**Problem to work on:** Copy exactly, please, each line of the data below until the line that contains "margin:0; padding:0; list-style:none" has been copied, beginning at the top.

**Data section:**
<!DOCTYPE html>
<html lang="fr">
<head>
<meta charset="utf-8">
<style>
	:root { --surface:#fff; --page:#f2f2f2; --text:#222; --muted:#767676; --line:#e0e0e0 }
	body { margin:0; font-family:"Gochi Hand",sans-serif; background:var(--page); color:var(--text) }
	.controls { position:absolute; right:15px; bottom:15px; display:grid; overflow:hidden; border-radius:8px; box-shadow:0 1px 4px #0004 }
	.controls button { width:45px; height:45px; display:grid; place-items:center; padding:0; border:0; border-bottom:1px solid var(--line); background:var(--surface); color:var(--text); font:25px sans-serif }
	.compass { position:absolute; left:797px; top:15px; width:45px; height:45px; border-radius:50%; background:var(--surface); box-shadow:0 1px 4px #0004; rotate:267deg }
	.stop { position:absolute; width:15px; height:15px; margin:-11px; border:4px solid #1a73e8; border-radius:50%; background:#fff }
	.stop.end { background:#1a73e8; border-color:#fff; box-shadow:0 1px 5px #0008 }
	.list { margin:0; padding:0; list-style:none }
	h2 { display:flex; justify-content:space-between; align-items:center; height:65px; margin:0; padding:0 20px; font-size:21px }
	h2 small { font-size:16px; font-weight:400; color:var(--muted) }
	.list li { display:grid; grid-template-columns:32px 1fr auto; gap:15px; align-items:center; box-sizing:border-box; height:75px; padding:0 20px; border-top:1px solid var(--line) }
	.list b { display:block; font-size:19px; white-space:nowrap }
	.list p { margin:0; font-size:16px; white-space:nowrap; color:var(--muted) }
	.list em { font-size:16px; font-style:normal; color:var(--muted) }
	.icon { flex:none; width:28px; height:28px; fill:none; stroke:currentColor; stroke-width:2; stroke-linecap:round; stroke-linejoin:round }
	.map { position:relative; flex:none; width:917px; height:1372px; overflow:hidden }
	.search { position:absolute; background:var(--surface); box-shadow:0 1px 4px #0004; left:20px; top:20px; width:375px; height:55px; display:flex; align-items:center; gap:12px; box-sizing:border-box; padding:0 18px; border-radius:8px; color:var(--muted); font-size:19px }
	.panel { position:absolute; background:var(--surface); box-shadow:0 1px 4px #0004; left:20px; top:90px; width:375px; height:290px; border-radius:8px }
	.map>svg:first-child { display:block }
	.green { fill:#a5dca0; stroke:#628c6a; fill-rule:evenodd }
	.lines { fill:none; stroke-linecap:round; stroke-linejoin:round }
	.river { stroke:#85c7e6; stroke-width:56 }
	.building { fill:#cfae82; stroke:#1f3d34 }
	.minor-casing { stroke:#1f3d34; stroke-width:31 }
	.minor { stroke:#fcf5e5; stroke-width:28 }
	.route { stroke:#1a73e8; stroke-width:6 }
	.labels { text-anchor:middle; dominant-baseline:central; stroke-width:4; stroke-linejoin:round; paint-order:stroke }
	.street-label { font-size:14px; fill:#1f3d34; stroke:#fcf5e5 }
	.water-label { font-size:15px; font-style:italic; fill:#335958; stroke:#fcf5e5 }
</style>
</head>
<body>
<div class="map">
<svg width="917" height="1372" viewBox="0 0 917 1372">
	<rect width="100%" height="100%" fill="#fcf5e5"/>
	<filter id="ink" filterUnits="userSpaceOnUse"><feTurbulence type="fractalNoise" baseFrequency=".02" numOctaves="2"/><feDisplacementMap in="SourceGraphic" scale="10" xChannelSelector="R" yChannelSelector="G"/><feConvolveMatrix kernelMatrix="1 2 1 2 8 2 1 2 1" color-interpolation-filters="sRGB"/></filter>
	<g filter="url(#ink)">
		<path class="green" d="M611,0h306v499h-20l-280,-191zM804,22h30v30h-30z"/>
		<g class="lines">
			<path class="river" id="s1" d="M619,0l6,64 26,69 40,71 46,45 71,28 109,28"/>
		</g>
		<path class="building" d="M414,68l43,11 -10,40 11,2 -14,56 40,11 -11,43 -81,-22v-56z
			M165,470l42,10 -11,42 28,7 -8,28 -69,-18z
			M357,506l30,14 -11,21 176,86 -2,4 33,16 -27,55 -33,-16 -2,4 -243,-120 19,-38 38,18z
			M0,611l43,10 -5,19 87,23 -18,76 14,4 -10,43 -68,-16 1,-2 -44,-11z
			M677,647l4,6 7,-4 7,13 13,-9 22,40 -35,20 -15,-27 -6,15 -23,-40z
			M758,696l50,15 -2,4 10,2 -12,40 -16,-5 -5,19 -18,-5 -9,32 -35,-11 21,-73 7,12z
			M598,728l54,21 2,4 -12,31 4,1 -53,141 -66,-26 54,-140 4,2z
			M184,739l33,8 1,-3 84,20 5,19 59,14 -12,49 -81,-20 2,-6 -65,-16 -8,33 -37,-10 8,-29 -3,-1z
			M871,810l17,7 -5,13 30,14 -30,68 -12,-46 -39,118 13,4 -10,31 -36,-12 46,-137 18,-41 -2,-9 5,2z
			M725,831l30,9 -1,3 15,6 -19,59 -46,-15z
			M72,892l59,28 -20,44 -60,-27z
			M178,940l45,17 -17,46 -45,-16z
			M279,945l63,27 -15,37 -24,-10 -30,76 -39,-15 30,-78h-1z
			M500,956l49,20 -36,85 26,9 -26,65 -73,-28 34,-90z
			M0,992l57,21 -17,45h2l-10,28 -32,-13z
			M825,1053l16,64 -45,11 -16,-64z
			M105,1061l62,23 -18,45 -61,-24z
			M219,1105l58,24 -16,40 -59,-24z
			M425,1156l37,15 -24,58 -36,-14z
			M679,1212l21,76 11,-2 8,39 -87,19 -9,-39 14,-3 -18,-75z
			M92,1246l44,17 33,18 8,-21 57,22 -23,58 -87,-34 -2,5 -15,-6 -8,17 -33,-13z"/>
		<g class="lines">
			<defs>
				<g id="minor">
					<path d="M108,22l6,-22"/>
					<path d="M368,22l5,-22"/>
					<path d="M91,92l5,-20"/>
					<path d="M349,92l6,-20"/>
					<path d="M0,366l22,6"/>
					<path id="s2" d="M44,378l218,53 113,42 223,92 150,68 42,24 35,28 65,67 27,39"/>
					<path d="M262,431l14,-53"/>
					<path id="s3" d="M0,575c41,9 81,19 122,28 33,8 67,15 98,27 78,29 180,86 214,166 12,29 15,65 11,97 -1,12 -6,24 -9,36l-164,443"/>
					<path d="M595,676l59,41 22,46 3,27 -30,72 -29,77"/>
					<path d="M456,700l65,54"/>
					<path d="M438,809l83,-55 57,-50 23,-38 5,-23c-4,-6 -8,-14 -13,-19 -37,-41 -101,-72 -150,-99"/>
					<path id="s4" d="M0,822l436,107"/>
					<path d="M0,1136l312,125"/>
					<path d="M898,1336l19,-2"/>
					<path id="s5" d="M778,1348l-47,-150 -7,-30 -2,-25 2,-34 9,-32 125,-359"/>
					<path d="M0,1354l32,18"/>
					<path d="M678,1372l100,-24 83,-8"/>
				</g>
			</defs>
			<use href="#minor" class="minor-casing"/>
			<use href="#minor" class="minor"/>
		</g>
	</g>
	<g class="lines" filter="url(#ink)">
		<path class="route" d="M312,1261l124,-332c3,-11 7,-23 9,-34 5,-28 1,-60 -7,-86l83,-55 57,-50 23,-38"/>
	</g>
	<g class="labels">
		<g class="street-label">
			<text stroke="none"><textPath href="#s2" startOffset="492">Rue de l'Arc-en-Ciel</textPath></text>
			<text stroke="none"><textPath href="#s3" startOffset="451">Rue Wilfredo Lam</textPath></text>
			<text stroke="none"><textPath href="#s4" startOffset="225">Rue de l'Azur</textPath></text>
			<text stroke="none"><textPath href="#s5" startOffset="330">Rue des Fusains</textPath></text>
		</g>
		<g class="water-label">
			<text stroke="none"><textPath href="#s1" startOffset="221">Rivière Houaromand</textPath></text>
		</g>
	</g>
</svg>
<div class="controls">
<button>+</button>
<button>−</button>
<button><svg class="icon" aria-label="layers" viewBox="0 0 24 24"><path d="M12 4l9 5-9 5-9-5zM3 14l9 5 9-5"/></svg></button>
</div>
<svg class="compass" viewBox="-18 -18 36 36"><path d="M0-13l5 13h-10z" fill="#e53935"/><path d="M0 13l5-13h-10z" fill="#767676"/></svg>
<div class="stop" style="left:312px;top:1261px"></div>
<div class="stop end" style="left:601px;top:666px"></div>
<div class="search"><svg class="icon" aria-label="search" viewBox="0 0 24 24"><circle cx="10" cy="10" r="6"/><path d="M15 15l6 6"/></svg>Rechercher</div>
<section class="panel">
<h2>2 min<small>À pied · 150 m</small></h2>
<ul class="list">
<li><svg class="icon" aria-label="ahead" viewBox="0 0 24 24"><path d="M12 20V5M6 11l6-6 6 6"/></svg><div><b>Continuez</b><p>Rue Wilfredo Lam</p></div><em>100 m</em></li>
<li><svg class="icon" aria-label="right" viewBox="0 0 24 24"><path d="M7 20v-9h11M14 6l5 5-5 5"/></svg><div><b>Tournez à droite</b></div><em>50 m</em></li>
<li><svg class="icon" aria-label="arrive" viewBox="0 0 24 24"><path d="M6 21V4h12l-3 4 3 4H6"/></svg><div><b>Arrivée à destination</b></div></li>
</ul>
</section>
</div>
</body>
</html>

**Task result:**
<!DOCTYPE html>
<html lang="fr">
<head>
<meta charset="utf-8">
<style>
	:root { --surface:#fff; --page:#f2f2f2; --text:#222; --muted:#767676; --line:#e0e0e0 }
	body { margin:0; font-family:"Gochi Hand",sans-serif; background:var(--page); color:var(--text) }
	.controls { position:absolute; right:15px; bottom:15px; display:grid; overflow:hidden; border-radius:8px; box-shadow:0 1px 4px #0004 }
	.controls button { width:45px; height:45px; display:grid; place-items:center; padding:0; border:0; border-bottom:1px solid var(--line); background:var(--surface); color:var(--text); font:25px sans-serif }
	.compass { position:absolute; left:797px; top:15px; width:45px; height:45px; border-radius:50%; background:var(--surface); box-shadow:0 1px 4px #0004; rotate:267deg }
	.stop { position:absolute; width:15px; height:15px; margin:-11px; border:4px solid #1a73e8; border-radius:50%; background:#fff }
	.stop.end { background:#1a73e8; border-color:#fff; box-shadow:0 1px 5px #0008 }
	.list { margin:0; padding:0; list-style:none }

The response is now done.